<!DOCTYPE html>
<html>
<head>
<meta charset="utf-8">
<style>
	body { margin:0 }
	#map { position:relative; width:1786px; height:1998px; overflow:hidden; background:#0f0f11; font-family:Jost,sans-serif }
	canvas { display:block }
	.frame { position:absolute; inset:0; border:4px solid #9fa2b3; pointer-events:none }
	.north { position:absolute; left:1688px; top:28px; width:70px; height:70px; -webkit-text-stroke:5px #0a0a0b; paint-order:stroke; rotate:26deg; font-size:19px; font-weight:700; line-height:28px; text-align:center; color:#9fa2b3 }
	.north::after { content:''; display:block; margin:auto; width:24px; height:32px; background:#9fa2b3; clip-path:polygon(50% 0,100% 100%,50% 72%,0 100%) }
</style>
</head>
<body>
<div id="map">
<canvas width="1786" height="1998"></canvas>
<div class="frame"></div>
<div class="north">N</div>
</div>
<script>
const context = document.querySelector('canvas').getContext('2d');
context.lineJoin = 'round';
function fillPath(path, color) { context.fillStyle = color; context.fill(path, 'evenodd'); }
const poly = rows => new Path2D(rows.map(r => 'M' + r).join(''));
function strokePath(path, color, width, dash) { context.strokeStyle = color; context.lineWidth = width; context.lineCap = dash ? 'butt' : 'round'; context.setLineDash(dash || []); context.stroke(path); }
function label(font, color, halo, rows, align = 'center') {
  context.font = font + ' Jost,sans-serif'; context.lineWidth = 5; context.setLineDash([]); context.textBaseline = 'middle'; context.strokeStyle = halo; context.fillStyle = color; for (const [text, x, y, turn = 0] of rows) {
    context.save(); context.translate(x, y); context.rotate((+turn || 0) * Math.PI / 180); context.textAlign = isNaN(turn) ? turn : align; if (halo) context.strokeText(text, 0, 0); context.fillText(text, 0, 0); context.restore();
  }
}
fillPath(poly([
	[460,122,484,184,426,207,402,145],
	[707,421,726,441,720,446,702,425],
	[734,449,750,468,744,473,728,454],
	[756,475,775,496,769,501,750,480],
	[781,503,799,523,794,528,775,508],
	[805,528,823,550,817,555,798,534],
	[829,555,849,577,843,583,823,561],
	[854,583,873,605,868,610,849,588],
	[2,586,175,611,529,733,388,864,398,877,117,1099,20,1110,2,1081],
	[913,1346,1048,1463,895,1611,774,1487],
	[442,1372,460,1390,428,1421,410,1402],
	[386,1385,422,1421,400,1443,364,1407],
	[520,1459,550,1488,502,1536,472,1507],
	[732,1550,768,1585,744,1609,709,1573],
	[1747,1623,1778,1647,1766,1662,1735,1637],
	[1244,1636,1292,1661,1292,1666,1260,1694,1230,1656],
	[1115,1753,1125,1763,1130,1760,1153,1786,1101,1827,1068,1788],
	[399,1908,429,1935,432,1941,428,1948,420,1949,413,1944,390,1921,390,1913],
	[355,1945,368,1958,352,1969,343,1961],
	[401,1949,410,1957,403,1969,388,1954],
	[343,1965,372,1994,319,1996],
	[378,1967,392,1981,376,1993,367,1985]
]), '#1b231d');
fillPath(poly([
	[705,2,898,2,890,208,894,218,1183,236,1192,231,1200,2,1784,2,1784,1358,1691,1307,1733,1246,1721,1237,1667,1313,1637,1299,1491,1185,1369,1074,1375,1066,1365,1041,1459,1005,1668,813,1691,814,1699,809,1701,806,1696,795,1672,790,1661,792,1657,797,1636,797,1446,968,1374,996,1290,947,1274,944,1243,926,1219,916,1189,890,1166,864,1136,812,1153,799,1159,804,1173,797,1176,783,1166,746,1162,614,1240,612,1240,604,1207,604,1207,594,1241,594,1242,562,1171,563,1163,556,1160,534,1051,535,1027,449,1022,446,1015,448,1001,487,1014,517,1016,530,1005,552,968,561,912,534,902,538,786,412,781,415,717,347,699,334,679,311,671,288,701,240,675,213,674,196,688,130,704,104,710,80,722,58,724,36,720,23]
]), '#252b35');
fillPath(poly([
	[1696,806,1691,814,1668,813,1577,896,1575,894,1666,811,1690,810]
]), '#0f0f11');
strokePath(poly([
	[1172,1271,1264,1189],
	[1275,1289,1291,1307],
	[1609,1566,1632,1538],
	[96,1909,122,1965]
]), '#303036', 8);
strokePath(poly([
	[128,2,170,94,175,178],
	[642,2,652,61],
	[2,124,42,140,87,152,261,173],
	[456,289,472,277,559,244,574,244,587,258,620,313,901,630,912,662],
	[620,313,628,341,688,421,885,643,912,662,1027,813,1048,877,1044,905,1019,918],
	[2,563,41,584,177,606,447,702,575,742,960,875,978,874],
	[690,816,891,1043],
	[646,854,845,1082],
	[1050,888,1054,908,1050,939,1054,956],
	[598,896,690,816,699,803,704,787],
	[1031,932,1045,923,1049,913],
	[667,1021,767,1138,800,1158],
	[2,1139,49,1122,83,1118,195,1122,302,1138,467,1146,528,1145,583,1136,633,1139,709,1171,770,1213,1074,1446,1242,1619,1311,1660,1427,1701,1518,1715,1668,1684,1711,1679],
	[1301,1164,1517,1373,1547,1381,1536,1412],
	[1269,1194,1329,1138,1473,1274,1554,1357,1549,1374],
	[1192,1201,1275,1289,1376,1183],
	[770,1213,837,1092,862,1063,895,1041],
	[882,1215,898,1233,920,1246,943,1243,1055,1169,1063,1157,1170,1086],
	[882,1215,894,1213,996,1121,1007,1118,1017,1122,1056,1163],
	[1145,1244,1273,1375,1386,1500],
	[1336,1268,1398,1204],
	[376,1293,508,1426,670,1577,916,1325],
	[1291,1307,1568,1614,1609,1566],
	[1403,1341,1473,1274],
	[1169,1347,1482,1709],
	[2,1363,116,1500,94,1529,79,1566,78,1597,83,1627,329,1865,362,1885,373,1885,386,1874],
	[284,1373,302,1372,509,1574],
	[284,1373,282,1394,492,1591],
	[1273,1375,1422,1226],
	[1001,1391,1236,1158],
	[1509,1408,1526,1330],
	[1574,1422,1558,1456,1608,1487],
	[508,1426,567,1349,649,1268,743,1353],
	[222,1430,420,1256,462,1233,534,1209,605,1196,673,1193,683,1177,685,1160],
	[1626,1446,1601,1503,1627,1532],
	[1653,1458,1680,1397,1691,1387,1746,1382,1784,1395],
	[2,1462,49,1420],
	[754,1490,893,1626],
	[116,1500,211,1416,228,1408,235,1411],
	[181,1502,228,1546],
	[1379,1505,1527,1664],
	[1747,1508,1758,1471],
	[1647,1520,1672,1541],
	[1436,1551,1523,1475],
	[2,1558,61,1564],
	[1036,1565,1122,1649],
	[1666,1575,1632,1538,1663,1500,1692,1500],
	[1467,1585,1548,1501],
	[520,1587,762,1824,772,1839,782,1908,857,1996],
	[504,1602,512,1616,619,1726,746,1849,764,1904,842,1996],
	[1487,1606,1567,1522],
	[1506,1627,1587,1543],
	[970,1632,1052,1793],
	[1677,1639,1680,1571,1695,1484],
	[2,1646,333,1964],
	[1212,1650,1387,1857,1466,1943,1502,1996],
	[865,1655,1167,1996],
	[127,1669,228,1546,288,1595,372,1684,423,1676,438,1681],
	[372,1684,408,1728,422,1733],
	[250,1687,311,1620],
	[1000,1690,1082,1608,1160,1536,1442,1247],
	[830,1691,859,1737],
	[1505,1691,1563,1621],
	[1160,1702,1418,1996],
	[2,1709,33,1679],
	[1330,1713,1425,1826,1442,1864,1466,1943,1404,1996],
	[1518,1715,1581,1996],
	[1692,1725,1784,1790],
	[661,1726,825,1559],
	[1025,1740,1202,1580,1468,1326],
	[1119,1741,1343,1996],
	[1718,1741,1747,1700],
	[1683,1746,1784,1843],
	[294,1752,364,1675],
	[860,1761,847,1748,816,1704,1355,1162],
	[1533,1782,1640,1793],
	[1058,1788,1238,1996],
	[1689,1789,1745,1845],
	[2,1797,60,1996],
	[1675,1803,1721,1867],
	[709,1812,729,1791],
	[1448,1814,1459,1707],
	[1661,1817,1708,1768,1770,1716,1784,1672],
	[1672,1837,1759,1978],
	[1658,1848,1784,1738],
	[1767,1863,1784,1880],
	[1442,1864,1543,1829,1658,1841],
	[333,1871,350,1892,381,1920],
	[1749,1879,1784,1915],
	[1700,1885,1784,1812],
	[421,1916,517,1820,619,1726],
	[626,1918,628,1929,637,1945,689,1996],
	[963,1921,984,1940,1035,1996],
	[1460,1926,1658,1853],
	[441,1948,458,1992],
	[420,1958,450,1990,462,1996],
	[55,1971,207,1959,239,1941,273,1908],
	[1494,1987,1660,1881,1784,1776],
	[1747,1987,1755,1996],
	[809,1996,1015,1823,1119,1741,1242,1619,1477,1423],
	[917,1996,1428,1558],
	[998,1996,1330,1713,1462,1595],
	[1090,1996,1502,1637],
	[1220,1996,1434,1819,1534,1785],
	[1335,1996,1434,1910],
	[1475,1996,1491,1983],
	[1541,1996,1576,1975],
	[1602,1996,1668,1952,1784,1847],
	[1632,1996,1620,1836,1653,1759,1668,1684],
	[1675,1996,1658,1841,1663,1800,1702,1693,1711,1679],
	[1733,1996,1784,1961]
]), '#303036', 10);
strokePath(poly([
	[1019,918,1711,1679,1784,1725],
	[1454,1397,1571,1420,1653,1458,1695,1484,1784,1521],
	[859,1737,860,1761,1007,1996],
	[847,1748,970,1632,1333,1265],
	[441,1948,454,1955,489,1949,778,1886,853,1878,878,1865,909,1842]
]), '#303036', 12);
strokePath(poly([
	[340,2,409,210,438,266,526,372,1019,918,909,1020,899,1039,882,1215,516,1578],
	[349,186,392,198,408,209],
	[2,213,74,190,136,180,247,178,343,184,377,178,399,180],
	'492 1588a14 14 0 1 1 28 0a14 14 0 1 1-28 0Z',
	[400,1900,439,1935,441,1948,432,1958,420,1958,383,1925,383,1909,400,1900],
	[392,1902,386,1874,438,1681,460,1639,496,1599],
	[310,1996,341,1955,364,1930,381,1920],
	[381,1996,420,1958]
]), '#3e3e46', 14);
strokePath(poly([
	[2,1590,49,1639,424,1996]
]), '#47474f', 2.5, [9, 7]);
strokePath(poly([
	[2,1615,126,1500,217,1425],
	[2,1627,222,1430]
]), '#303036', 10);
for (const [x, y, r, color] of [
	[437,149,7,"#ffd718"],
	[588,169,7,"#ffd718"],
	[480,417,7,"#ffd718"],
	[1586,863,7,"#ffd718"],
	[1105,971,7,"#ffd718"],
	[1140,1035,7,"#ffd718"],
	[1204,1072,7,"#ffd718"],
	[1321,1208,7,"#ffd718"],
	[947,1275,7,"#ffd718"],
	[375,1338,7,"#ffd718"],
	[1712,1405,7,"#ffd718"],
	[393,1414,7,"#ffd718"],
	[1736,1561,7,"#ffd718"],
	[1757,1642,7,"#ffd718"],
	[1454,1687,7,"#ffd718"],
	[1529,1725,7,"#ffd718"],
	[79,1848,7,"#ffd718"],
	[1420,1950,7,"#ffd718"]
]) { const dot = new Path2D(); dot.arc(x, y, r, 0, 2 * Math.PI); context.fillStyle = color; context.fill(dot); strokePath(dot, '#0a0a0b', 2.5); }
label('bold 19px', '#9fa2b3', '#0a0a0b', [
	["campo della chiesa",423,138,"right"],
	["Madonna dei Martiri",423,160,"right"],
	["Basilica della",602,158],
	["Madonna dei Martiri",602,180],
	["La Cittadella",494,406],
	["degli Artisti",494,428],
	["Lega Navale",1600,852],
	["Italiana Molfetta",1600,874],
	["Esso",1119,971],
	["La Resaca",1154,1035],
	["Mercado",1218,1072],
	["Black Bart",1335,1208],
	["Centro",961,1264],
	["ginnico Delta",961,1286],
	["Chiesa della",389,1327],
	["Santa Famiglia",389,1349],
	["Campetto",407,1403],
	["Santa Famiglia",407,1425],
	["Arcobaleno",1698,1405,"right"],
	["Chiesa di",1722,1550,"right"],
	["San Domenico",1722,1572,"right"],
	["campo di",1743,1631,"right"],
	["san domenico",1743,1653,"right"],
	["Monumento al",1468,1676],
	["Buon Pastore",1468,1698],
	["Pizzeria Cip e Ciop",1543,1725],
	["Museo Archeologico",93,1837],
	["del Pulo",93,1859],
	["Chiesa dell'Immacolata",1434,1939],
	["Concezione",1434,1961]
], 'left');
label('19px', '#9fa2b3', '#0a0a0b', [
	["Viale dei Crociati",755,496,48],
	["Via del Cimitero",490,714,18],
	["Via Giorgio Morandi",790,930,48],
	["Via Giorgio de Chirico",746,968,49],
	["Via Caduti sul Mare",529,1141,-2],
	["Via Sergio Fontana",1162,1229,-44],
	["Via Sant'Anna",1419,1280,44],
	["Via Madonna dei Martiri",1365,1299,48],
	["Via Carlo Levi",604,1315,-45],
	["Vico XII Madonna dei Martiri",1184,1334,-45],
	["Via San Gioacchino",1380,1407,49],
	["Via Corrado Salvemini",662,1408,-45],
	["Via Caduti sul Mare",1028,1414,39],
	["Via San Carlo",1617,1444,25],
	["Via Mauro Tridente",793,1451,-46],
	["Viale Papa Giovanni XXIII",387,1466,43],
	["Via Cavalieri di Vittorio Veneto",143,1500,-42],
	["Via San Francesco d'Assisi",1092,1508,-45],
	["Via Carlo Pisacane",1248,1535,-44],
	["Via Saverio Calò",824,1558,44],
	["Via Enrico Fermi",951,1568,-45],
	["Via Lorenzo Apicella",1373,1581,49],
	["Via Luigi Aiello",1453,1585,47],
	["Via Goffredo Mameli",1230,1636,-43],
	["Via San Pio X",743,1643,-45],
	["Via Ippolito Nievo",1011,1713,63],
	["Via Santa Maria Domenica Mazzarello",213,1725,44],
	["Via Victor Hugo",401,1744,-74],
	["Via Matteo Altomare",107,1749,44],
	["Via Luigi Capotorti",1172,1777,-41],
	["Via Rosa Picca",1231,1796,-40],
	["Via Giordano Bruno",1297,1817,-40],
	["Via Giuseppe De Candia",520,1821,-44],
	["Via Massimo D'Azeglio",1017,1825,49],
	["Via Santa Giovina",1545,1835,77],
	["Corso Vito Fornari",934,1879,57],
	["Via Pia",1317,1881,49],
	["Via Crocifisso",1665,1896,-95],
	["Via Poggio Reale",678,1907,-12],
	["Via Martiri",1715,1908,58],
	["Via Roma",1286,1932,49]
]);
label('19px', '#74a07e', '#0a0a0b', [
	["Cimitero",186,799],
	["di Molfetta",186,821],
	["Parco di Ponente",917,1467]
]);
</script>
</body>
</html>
▬▬▬
REQUIRED WORK — Return all lines in the entries above that carry the word "canvas".

RESULT FOR THIS EXERCISE —
	canvas { display:block }
<canvas width="1786" height="1998"></canvas>
const context = document.querySelector('canvas').getContext('2d');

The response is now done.